→ **Work item**
Say how many lines of the records include the string "canvas". Nothing else belongs in the answer.

→ **Task inputs**
>>>

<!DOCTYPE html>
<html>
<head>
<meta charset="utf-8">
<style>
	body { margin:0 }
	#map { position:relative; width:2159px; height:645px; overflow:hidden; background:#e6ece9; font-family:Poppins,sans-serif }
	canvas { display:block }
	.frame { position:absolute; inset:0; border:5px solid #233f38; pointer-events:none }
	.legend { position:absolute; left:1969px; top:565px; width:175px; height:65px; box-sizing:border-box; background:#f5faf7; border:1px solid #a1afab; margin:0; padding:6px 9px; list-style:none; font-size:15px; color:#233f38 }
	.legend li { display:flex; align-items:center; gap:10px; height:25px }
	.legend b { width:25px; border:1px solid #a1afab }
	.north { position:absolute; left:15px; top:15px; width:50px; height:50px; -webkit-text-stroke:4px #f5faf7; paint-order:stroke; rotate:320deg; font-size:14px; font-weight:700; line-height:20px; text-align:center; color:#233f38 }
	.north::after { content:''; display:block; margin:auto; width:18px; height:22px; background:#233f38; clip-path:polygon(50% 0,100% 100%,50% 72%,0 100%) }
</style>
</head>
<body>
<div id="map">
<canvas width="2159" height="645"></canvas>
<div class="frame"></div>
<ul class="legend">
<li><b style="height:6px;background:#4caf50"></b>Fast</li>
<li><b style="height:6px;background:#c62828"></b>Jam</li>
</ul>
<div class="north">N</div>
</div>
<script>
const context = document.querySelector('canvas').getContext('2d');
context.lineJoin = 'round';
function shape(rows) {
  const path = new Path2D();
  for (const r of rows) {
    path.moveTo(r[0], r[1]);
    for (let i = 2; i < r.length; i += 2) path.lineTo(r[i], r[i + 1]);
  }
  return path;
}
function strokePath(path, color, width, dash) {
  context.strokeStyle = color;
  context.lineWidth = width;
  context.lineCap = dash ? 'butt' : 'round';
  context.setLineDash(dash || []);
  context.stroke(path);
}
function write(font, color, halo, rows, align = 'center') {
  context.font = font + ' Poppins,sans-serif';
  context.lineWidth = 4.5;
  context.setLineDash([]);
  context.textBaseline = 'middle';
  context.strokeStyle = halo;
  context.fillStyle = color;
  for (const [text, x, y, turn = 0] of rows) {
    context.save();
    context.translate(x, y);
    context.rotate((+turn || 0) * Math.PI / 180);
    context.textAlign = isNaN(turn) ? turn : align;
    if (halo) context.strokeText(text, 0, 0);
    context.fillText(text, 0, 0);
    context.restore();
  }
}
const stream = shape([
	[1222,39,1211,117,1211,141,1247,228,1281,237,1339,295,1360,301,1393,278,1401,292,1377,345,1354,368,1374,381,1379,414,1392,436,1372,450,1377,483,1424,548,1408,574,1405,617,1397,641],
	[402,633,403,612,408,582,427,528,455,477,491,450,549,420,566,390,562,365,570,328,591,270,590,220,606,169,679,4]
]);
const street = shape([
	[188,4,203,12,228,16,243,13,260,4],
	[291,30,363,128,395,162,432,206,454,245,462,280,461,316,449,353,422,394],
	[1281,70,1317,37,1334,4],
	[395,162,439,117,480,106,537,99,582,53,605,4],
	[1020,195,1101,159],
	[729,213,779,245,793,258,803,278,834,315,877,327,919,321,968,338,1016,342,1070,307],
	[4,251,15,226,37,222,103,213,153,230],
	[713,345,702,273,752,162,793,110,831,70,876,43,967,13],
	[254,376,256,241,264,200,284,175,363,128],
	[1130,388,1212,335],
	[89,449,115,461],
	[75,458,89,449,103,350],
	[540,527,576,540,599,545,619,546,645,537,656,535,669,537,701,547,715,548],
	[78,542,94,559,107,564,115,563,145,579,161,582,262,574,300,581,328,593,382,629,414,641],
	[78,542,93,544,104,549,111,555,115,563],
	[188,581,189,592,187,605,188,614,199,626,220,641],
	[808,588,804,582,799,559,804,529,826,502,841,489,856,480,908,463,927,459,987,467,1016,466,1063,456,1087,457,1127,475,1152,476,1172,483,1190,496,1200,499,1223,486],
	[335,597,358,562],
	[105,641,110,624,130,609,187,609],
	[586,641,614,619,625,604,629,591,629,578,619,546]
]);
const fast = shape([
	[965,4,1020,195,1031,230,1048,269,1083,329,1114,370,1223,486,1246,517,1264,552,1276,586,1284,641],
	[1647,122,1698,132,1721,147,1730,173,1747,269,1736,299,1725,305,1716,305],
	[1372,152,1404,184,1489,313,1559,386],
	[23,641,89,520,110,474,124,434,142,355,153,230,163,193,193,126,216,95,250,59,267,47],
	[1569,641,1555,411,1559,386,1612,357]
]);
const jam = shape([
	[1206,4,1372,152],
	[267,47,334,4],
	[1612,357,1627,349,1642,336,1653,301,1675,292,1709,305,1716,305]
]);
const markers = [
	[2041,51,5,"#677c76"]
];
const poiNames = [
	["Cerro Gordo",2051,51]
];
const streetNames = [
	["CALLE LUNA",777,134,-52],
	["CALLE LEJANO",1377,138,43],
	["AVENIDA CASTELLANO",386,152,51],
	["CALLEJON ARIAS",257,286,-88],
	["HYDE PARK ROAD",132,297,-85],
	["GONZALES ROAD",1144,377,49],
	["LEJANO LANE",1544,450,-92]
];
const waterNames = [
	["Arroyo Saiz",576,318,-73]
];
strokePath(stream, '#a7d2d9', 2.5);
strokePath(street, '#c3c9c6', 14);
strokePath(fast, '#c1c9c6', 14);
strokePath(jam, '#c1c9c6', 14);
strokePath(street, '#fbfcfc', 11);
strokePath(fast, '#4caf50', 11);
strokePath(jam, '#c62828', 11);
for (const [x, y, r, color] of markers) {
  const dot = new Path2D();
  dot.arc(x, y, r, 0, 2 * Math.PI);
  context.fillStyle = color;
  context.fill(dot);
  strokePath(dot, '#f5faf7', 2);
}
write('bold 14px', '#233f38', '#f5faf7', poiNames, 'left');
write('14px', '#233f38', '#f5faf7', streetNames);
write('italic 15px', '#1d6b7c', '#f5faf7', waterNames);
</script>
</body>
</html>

<<<

→ **Solved problem**
3